How to Train Your New Boss (and Why You Should)

How to Train Your New Boss (and Why You Should)

A big challenge in the world of work is the rampant turnover of leadership positions. Bosses are quitting and getting hired at a swift pace. This also means employees are more frequently adjusting to and training in new managers.

Onboarding, or the process of helping a new hire get accustomed to a job, is the responsibility of everyone, not just HR or the person’s direct supervisor. New employees, regardless of management status or not, can slow everything down because colleagues must stop what they’re doing to train them in. The faster a new hire gets up to speed and starts adding value, the better for everyone.

Even so, you might be thinking, “I have too much to do already. I’m not going to help my new boss with learning the job. That’s on them.” Or “Why would I help the guy who beat me out of the management job I wanted?”

That’s understandable; but it’s also short-sighted. One of the most important relationships at work is the one with your boss. The more resourceful and helpful you are, the better off in the long run you’ll be. This isn’t about sucking up; this is about being a productive member of a team.

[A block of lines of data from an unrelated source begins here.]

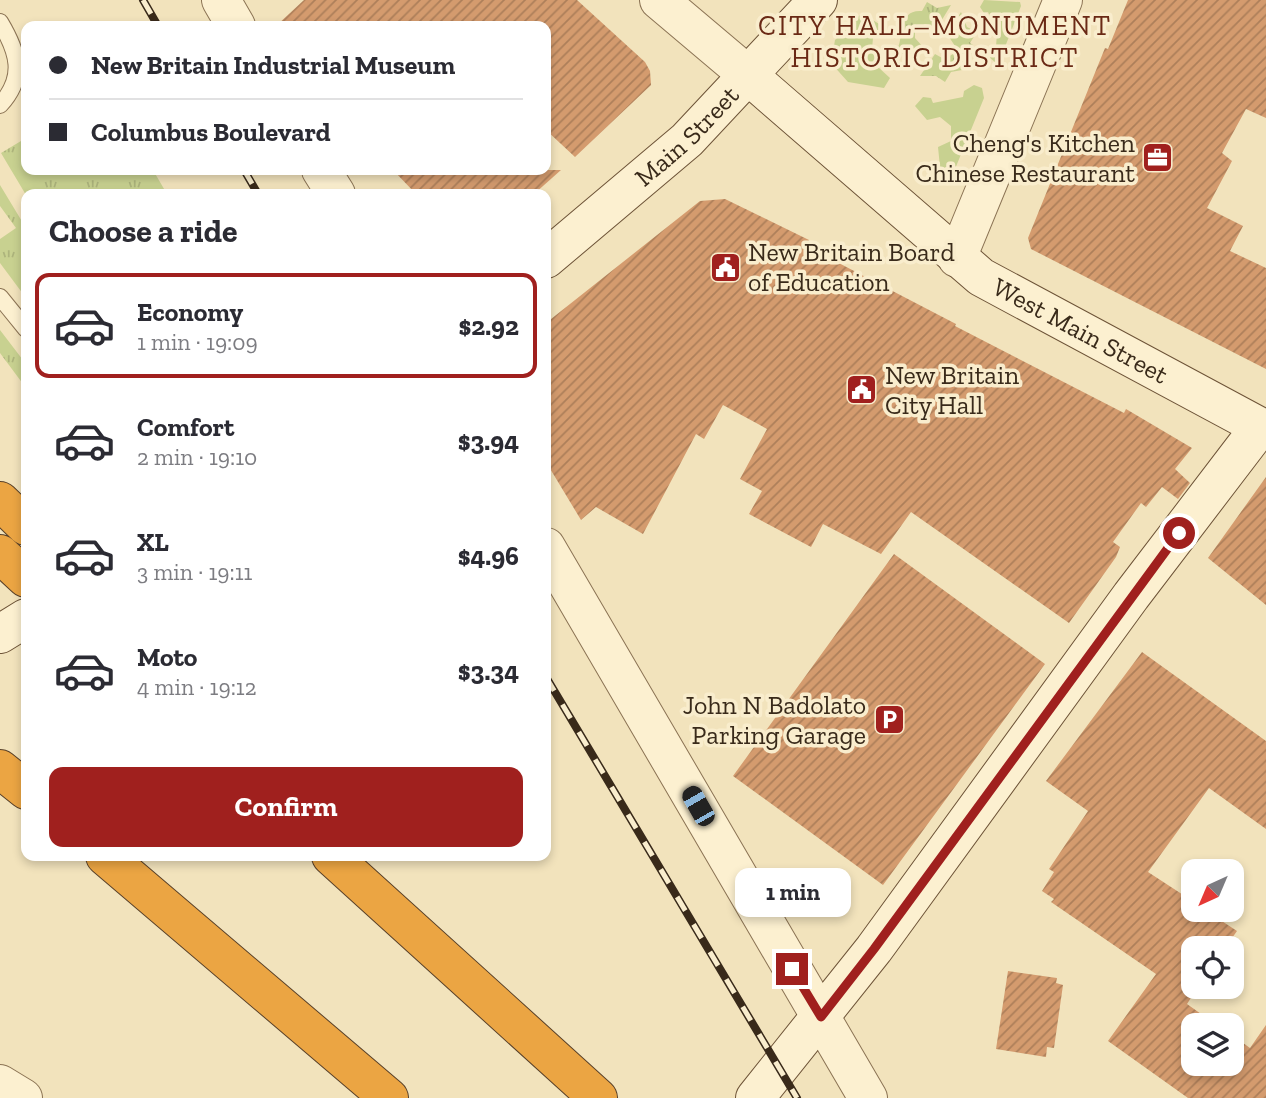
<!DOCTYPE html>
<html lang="en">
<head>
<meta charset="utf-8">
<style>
  :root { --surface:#fff; --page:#f7f7f7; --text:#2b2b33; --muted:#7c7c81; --line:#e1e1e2; --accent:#a0201e }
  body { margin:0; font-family:"Zilla Slab",serif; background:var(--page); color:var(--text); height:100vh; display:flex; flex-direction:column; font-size:26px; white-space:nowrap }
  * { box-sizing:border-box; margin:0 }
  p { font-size:23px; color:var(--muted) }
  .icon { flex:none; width:38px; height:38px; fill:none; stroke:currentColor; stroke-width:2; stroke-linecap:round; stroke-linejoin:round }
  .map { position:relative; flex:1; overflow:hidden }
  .panel { position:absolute; left:21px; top:189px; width:530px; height:672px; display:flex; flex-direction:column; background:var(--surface); border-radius:14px; box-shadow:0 4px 10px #0003 }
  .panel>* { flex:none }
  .banner { position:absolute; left:21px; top:21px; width:530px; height:154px; border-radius:14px; box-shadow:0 4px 10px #0003; display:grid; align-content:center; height:154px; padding:0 28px; background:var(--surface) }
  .needle { width:46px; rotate:224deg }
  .buttons { position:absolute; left:1181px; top:859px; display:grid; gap:14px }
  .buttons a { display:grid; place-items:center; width:63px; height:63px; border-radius:14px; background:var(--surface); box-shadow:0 4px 10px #0003; font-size:35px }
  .end { position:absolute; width:32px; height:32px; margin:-16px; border:9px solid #a0201e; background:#fff; box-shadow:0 0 0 4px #fff }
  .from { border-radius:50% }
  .bubble { position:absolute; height:49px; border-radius:14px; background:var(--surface); box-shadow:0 4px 10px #0003; font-size:23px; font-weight:700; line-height:49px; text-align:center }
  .car { position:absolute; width:21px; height:42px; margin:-21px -10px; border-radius:9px; box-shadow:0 0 5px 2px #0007; background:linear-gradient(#222 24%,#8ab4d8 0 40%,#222 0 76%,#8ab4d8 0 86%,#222 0) }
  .banner b { display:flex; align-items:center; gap:24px; height:66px; font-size:26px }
  .banner b+b { border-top:2px solid var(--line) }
  .banner i { width:18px; height:18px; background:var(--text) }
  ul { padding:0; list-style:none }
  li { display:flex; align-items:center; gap:21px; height:105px; margin:0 14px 10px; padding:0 14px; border:4px solid transparent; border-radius:14px }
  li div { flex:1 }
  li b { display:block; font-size:26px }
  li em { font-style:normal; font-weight:700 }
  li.current { border-color:var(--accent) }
  li>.icon { width:63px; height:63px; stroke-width:1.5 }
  h2 { padding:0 28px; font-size:32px; line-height:84px }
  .action { display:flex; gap:14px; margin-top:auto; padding:14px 28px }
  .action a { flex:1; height:80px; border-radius:14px; background:var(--accent); color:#fff; font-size:28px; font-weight:700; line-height:80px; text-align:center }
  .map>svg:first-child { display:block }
  .grass { fill:url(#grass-tufts) }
  .garden { fill:#c8d190 }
  .building { fill:url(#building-hatch) }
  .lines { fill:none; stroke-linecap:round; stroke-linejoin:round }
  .service-casing { stroke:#8b7354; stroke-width:18 }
  .tertiary-casing { stroke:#8b7354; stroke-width:40 }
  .secondary-casing { stroke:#6d5337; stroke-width:40 }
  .motorway-casing { stroke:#584029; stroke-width:40 }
  .service { stroke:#fcf0d0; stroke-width:16 }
  .tertiary { stroke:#fcf0d0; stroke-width:38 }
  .secondary { stroke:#fcf0d0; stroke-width:38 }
  .motorway { stroke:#eba543; stroke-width:38 }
  .rail-casing { stroke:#392a1a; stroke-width:8 }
  .rail { stroke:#f9edcd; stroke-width:5; stroke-dasharray:16; stroke-linecap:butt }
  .route { stroke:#a0201e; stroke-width:9 }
  .labels { text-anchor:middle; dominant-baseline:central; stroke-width:7; stroke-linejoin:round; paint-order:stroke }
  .street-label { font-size:26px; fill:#392a1a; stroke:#f9edcd }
  .poi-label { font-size:26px; fill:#392a1a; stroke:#f9edcd; text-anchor:end }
  .neighbourhood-label { font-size:28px; letter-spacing:2px; fill:#6a2915; stroke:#f9edcd }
</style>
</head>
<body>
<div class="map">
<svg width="1266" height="1098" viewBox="0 0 1266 1098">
  <defs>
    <pattern id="grass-tufts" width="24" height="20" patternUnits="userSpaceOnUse" patternTransform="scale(1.75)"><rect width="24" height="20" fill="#c8d190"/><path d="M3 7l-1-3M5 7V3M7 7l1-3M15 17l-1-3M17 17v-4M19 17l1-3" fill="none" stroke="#adb47c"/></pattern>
    <pattern id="building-hatch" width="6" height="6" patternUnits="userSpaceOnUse" patternTransform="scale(1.75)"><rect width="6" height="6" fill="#d49b6e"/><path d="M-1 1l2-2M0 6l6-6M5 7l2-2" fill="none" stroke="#ad7f5a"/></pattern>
  </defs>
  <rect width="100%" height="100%" fill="#f2e3bc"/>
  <path class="grass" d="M927,2l10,6 14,-3 -14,23 -12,-4 -10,7v7l9,10 -14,21 -4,-13 -9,-6c7,-12 0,-41 25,-39z
    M961,12l6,15 10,5 -7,11 3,2 -2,14 -9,11 -11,2 -6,10 -9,-6h-16l15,-22 9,5 11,-6v-7l-8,-12z
    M26,138v32h127l14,24 -141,1 -25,-42z
    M0,185l26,43v70l-26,-35v-24l16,-11 -16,-22z
    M0,330l26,34v24l-26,-35z"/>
  <path class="garden" d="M984,0l36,2 1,4 -20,51 -6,5 -5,-4 3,-11h3l1,-15 -9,-20 -4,1 -4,-6z
    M862,13l17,11 -1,13 -5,1 -1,11 6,18 12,11 -6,10 -36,-6 -17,-19 4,-23z
    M974,85l8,3 2,10 -29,71 -9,3 -6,-5 -2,-20 13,-6v-15l-11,-9 -13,3 -12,-14 8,-9 8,1 2,5 30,-6 1,-6z"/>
  <path class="building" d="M304,0h273l68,62 5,9 1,14 -76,72 -29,-27v-104h-270z
    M1128,0h138v118l-20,-9 -24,44 10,8 -25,47 36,18 -13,25 36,17v101l-235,-120 -3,-11 77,-190 3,1z
    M393,170h168l-27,24h-118z
    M725,199l84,41 -3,6 150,78 -1,2 169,87 2,-4 66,39 -17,21 15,14 -12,16 -16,-12 -16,20 -5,-4 -28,39 7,5 -4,10 -47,66 -158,-111 -30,42 -58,-30 -12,23 -62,-33 13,-23 -22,-12 27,-50 -44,-24 -19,34 -8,-5 -53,100 -47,-27 -15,13 -35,-58v-139l154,-122z
    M1266,477v128l-58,-47z
    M894,554l151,110 -162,221 -150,-109z
    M1142,652l124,89v88l-57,-41 -61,84 46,30v8h11l32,21 -12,17h-31v39h4l-11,17 31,22h-24v38h38v-29l18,13 16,-23v73h-78l-80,-57 48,-67 -105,-72 3,-3 -12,-8 12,-19 -5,-3 39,-58 -42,-30z
    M1008,971l49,7 -1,5 7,2 -9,63 -7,-1 -1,10 -50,-8z"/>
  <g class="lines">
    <defs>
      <path id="service" d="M0,22c18,30 26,55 0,83
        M0,297l26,32"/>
      <path id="tertiary" d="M221,0l15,26
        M659,0l90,76
        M321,170l15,24
        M957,258l106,-258
        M546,547l322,551
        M0,1084l23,14"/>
      <g id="secondary">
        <path id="s1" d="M749,76l232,201 285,153"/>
        <path id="s2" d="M546,259l141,-119 131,-140"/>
        <path d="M0,634l26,-16"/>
        <path d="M755,1098l119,-149 257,-353 129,-169"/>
      </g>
      <path id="motorway" d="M0,501l26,25
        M0,554l26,24
        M0,769l26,21
        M105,856l284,242
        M331,856l267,242"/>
    </defs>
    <use href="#service" class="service-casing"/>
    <use href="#tertiary" class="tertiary-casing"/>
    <use href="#secondary" class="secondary-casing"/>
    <use href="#motorway" class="motorway-casing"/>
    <use href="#service" class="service"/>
    <use href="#tertiary" class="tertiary"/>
    <use href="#secondary" class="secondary"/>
    <use href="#motorway" class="motorway"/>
    <defs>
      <path id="rail" d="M143,0l15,26
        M244,170l14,24
        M546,677l251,421"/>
    </defs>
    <use href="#rail" class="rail-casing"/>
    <use href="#rail" class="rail"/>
  </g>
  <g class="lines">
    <path class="route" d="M792,969l29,48 53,-68 305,-416"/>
  </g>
  <defs>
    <symbol id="office-square" viewBox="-11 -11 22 22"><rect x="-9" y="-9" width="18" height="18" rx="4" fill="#a0201e" stroke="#f9edcd"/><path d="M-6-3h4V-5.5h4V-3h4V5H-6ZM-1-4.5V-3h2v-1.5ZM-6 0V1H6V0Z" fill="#fff"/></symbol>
    <symbol id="civic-square" viewBox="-11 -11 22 22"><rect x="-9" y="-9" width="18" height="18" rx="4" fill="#a0201e" stroke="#f9edcd"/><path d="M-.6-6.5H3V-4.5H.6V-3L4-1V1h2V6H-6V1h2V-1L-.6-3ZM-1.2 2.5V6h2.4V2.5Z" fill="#fff"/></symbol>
    <symbol id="parking-square" viewBox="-11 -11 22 22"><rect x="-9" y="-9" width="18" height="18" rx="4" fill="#a0201e" stroke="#f9edcd"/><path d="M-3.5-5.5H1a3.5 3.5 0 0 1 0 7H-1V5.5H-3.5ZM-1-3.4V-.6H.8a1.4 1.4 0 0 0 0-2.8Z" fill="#fff"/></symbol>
  </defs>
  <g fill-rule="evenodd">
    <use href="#office-square" x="1140" y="140" width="35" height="35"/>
    <use href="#civic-square" x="708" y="250" width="35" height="35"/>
    <use href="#civic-square" x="844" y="372" width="35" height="35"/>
    <use href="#parking-square" x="872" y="702" width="35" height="35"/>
  </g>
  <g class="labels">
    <g class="street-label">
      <text stroke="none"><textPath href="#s2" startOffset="187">Main Street</textPath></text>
      <text stroke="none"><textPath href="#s1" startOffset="420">West Main Street</textPath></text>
    </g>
    <g class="poi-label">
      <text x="1135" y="143">Cheng's Kitchen<tspan x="1135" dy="30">Chinese Restaurant</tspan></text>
      <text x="748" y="252" text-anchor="start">New Britain Board<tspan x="748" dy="30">of Education</tspan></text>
      <text x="885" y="375" text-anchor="start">New Britain<tspan x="885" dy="30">City Hall</tspan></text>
      <text x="866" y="705">John N Badolato<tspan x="866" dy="30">Parking Garage</tspan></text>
    </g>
    <g class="neighbourhood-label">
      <text x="935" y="25">CITY HALL–MONUMENT<tspan x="935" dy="32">HISTORIC DISTRICT</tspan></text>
    </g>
  </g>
</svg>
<div class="buttons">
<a><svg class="needle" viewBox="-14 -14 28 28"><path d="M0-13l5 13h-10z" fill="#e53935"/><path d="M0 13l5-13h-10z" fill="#7c7c81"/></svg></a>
<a><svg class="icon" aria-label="locate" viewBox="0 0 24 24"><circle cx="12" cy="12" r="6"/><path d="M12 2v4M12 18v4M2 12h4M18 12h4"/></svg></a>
<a><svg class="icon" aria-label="layers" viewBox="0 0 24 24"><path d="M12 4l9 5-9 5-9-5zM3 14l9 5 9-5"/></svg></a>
</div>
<i class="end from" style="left:1179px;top:533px"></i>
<i class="end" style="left:792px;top:969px"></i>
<div class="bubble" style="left:735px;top:868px;width:116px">1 min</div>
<i class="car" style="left:698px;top:806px;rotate:330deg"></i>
<div class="banner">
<b><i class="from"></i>New Britain Industrial Museum</b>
<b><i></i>Columbus Boulevard</b>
</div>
<section class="panel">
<h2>Choose a ride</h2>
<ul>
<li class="current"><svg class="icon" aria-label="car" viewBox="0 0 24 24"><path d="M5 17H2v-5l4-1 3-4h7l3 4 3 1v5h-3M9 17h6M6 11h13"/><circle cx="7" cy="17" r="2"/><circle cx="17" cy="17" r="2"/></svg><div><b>Economy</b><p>1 min · 19:09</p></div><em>$2.92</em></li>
<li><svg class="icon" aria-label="car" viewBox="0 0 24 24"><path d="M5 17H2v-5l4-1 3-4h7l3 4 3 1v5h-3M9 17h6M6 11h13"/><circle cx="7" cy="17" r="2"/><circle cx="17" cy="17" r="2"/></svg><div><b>Comfort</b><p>2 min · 19:10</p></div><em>$3.94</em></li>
<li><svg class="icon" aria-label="car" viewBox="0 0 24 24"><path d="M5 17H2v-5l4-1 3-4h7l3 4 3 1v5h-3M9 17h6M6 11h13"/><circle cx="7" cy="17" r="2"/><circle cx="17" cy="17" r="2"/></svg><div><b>XL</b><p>3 min · 19:11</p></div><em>$4.96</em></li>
<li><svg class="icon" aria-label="car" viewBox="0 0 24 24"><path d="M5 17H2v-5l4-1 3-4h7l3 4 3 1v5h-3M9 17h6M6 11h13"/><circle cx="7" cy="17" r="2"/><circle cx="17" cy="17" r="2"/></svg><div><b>Moto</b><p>4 min · 19:12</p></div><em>$3.34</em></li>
</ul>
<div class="action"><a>Confirm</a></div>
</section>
</div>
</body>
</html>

Conversely, if you’re the type of person who already wants to help but isn’t sure where to start, ask your new boss what would be most helpful. If they are unsure too, focus on people, content, and culture. Here are some tips.

Identify the people who have the most influence

Relationships are the most important aspect of work and knowing who to go to for what is often the hardest thing to figure out. Aside from getting to know their own team, make a list of people the new boss must know and describe why it’s important they meet with each person. Here’s where to start:

  • Content experts: These are folks who have valuable expertise and are often tapped to participate on committees or work groups. Many have been with the company for a while and have institutional knowledge and perspective that is helpful to anyone new.
  • Status holders: These are people who can sway staff into supporting (and derailing) initiatives based on the respect others have for them. They have influence and may not be managers themselves. They also might be critical of management so having a relationship with them is important to getting things done.
  • Resource approvers: There are different levels of resource approvers so consider those who approve supplies and tools (e.g., wireless keyboards or a headset), those who approve staff positions and budget increases, as well as those who approve new technology.

Explain the most important content

It’s easy to inundate a new boss with mission statements, charts, and annual reports, but this can be too much too fast. Instead, focus on the basics that will lay the foundation for understanding the documentation they will review. Such as:

  • Acronyms: Every organisation has their own lingo of acronyms that are thrown about. Not knowing the acronyms can set anyone back. Make a list and give it to your new boss. They will be grateful.
  • Organisation charts and office locations: These are invaluable to a new manager and not just because they include people and departments, but they help the manager create a visual picture of the organisation in their head. The boss will get up to speed faster because pictures often stick with us longer than words do.
  • Budget cycles: Knowing when budgets are forecasted, submitted, and approved is best known earlier than later. New managers can miss implementing important work just because they missed the budget cycle. Knowing this up front is helpful.
  • Share drives and folders: Most organisations have dumped paper manuals and gone electronic. They use tools like OneDrive or SharePoint as repositories for documentation. Show the new boss where everything is saved and how it’s organised. Then, they can study up on their own.

Describe the culture

This one can be tricky to explain because culture often goes unwritten. It’s made up of a collection of norms, behaviours, and attitudes that people just pick up. Sure, you can describe company values to a new boss but that won’t help them understand how those values actually play out at work (or if the values are ignored entirely). Here are some questions to consider when onboarding your boss on corporate culture:

  • Meetings: Do they start and end on time or habitually run late? Does every meeting require an agenda or only meetings with certain people? What meetings are mandatory? Is video always on for Zoom calls? Do people eat during meetings or is that a no-no?
  • Protocols: These are generally accepted ways of getting approvals, assigning work, and communicating. Do managers need to follow a chain of command to speak to a senior leader, or can they go straight to the CEO? Are there forms to fill out or are requests made via email? Who needs to weigh in on decision-making or can a new manager and their team make all their own decisions?
  • Enjoyment: What level of fun is had at the organisation? Do people laugh and joke or is the culture serious and straight-forward? Who can you joke with and who doesn’t appreciate humour at work? Do people have lunch together or meet up after hours or does everyone do their job and go home?

There is much to learn when joining a new organisation. To make the experience a success for all, everyone needs to play a part in onboarding a new boss. By focusing on people, content, and culture your new boss will get up to speed faster and, better yet, be more likely to stick around so you don’t have to onboard another boss anytime soon.